REQUIREMENT: Check each line of the records for "feDisplacementMap"; collect those that have it.
== AVAILABLE RECORDS ==
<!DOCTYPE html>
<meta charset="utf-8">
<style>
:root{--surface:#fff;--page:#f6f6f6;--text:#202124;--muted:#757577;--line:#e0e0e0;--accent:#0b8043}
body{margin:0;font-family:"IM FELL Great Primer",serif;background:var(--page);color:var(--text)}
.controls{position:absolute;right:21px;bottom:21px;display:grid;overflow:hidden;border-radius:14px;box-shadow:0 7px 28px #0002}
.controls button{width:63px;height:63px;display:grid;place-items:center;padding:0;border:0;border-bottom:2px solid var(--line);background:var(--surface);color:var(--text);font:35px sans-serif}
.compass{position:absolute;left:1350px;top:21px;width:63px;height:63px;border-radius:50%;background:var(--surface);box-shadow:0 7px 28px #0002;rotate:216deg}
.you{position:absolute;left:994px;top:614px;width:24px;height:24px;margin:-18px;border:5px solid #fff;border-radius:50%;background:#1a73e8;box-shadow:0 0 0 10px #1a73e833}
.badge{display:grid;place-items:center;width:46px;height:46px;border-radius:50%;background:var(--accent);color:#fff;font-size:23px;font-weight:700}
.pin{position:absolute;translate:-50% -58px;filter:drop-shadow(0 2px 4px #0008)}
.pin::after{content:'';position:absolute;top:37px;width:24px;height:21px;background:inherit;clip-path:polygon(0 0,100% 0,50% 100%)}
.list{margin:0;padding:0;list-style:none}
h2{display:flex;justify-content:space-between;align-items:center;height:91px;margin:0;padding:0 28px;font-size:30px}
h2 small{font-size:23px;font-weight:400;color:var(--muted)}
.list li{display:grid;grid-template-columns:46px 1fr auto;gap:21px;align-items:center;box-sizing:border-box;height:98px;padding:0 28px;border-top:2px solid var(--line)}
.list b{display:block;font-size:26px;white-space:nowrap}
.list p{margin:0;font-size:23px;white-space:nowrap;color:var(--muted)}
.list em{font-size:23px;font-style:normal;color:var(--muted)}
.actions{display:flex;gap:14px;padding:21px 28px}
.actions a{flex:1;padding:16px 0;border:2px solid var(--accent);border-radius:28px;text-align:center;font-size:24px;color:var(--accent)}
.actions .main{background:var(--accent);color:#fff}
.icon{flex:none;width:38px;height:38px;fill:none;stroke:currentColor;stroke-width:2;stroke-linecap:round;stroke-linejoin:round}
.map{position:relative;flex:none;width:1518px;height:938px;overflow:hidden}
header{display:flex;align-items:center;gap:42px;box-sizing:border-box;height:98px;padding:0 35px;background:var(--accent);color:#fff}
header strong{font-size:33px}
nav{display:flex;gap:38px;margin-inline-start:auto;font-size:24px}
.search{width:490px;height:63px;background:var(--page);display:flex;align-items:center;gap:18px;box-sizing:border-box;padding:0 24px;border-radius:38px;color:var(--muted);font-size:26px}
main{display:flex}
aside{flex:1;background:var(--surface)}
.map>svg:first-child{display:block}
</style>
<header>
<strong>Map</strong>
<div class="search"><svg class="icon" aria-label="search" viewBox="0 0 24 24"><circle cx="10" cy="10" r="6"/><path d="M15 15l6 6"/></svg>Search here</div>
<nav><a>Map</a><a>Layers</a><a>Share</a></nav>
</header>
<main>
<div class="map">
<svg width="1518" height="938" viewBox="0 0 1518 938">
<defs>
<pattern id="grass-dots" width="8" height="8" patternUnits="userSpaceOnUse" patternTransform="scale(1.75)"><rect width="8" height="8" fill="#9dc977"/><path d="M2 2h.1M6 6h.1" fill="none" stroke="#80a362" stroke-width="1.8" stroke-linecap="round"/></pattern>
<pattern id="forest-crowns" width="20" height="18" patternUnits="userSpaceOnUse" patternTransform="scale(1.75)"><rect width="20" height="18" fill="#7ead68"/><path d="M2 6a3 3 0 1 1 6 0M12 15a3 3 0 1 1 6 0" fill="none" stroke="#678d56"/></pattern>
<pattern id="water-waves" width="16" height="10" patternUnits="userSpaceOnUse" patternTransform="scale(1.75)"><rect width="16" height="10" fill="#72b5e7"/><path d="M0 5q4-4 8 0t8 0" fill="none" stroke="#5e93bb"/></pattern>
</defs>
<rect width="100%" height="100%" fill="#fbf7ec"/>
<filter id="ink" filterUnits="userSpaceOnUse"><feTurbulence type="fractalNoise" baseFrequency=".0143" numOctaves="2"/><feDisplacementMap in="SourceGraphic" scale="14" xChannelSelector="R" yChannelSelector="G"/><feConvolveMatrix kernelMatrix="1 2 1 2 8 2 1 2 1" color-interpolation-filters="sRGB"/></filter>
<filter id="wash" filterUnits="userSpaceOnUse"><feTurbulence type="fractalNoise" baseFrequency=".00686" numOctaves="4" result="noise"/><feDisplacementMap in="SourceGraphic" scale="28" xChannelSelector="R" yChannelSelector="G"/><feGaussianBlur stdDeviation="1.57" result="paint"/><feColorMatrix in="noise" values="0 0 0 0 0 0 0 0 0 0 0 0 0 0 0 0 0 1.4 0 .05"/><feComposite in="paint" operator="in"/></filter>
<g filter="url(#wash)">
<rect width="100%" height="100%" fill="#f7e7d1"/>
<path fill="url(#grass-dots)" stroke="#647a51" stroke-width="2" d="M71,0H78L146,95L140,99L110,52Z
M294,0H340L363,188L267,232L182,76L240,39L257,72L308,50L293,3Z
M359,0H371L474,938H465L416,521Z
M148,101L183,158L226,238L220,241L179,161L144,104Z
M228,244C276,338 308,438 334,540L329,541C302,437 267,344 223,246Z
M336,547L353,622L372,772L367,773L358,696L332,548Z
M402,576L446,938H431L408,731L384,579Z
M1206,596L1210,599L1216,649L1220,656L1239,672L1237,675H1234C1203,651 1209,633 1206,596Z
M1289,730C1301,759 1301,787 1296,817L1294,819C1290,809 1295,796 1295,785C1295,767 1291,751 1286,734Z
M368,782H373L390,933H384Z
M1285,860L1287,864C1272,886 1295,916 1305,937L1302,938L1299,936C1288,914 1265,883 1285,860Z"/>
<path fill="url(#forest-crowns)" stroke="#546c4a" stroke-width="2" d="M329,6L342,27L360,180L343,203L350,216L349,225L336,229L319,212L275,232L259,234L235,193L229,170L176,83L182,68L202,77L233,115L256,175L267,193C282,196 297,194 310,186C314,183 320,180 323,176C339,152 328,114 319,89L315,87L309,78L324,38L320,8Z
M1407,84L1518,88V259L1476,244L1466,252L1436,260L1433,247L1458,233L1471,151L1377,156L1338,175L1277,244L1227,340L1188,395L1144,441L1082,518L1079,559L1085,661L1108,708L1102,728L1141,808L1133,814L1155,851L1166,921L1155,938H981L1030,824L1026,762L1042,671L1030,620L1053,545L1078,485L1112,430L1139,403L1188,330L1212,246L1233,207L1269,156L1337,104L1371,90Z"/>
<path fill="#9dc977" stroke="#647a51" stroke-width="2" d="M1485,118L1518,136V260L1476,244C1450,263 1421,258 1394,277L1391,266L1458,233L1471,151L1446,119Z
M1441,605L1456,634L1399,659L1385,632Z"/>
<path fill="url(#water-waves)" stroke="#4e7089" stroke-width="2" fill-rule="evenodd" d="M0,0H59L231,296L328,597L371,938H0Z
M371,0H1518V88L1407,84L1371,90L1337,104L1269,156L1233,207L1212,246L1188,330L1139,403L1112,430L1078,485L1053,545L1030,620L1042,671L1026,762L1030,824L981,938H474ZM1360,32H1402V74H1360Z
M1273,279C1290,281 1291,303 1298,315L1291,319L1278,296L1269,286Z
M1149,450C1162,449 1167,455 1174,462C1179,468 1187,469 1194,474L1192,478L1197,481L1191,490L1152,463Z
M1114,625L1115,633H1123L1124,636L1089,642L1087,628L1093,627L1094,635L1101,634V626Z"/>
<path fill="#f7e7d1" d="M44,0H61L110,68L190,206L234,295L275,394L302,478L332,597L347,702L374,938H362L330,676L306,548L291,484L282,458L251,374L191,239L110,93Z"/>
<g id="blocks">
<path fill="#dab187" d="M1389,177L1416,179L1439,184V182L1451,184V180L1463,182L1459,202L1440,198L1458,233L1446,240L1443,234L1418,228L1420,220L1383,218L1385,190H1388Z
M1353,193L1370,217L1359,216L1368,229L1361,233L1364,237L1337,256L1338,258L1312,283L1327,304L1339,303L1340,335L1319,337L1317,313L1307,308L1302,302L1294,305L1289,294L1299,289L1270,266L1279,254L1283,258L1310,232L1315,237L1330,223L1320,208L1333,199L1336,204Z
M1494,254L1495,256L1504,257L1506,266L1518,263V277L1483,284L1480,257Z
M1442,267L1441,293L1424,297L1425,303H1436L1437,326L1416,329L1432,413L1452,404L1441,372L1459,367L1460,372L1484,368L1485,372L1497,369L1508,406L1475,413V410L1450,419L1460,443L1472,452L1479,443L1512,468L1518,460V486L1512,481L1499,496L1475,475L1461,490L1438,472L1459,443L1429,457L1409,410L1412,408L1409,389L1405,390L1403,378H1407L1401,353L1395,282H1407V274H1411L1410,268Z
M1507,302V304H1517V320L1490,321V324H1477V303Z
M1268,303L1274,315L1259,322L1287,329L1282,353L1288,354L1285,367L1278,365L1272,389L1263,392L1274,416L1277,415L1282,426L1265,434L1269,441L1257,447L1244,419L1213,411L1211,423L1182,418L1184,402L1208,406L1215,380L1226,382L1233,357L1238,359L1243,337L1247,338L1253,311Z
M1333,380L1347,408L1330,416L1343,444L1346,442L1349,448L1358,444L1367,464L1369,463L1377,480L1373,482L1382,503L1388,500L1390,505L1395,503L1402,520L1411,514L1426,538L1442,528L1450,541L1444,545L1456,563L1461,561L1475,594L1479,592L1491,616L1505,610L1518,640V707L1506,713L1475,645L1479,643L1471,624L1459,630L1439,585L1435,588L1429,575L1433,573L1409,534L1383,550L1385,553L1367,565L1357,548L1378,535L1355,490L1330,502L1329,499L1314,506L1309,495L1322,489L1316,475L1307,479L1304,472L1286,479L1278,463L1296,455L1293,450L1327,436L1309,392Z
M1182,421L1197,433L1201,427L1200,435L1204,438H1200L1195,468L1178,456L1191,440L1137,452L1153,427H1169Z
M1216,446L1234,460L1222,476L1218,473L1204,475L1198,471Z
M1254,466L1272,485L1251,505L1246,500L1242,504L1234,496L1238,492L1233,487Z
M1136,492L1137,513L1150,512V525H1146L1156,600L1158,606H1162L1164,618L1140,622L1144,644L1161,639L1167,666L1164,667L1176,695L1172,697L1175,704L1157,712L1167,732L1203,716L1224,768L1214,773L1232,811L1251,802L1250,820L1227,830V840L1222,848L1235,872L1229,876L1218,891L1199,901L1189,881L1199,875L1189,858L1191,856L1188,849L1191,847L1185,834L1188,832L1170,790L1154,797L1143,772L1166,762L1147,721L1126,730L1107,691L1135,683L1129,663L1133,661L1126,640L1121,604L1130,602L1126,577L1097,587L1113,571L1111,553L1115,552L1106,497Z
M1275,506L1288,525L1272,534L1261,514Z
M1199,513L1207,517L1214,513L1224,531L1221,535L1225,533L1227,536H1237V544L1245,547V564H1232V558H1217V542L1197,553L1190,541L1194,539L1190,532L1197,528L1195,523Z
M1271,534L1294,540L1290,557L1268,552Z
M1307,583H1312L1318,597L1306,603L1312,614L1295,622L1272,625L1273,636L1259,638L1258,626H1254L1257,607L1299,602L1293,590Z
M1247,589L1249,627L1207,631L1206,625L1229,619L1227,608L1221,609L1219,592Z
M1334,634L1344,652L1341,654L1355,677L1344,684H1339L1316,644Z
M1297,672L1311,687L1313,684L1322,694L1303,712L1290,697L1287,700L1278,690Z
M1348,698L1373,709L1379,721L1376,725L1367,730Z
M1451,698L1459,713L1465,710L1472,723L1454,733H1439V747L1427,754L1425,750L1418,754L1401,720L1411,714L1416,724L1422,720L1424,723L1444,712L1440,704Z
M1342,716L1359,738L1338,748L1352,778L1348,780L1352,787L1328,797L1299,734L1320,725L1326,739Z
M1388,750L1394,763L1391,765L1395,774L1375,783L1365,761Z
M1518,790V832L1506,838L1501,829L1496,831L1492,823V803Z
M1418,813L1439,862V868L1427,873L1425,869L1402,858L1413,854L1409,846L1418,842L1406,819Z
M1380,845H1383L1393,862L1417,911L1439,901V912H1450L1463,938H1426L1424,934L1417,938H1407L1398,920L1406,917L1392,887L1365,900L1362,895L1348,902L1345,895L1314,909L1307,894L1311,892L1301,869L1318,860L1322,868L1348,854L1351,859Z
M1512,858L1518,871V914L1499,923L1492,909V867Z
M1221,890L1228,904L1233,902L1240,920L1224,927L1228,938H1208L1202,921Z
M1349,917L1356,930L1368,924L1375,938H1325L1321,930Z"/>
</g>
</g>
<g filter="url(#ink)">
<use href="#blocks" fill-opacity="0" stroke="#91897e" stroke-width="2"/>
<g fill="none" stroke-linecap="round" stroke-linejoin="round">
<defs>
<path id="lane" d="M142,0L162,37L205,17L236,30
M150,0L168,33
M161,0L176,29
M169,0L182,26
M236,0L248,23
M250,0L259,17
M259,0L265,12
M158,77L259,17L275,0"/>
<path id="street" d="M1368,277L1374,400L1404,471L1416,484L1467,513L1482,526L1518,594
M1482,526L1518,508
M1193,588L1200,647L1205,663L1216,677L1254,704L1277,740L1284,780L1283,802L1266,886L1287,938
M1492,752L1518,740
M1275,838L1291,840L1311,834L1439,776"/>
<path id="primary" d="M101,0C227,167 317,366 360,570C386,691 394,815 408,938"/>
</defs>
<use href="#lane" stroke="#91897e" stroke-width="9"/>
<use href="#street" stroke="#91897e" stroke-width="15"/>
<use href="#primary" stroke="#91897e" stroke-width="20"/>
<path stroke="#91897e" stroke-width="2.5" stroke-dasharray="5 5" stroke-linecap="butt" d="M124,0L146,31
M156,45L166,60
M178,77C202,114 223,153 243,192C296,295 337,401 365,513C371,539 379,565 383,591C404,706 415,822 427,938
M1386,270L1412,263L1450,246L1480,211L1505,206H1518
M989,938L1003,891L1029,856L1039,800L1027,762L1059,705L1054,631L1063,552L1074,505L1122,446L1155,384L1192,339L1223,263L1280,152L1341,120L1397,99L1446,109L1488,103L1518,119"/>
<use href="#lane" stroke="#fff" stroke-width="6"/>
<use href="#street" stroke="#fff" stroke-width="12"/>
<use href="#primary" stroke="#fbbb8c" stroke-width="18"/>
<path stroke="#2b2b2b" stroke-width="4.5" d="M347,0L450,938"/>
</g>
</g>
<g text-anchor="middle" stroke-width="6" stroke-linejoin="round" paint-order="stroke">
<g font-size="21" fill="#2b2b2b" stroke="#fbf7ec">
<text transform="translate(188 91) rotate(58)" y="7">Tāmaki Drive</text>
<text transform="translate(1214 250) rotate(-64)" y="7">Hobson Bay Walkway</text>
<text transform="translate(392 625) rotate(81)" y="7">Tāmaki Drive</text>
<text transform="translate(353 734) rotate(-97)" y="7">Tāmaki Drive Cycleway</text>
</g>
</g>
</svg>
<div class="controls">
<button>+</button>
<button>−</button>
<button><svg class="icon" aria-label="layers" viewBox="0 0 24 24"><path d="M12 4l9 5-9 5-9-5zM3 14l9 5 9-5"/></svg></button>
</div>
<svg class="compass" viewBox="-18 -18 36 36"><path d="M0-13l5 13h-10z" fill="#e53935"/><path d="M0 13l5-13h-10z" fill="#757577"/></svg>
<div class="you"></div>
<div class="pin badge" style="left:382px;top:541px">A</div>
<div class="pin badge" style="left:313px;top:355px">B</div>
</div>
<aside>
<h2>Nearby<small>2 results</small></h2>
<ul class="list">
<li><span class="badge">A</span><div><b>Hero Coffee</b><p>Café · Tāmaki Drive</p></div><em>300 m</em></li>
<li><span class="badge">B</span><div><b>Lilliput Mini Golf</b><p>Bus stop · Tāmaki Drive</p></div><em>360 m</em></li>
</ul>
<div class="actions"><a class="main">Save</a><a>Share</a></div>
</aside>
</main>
===
SOLVED PROBLEM:
<filter id="ink" filterUnits="userSpaceOnUse"><feTurbulence type="fractalNoise" baseFrequency=".0143" numOctaves="2"/><feDisplacementMap in="SourceGraphic" scale="14" xChannelSelector="R" yChannelSelector="G"/><feConvolveMatrix kernelMatrix="1 2 1 2 8 2 1 2 1" color-interpolation-filters="sRGB"/></filter>
<filter id="wash" filterUnits="userSpaceOnUse"><feTurbulence type="fractalNoise" baseFrequency=".00686" numOctaves="4" result="noise"/><feDisplacementMap in="SourceGraphic" scale="28" xChannelSelector="R" yChannelSelector="G"/><feGaussianBlur stdDeviation="1.57" result="paint"/><feColorMatrix in="noise" values="0 0 0 0 0 0 0 0 0 0 0 0 0 0 0 0 0 1.4 0 .05"/><feComposite in="paint" operator="in"/></filter>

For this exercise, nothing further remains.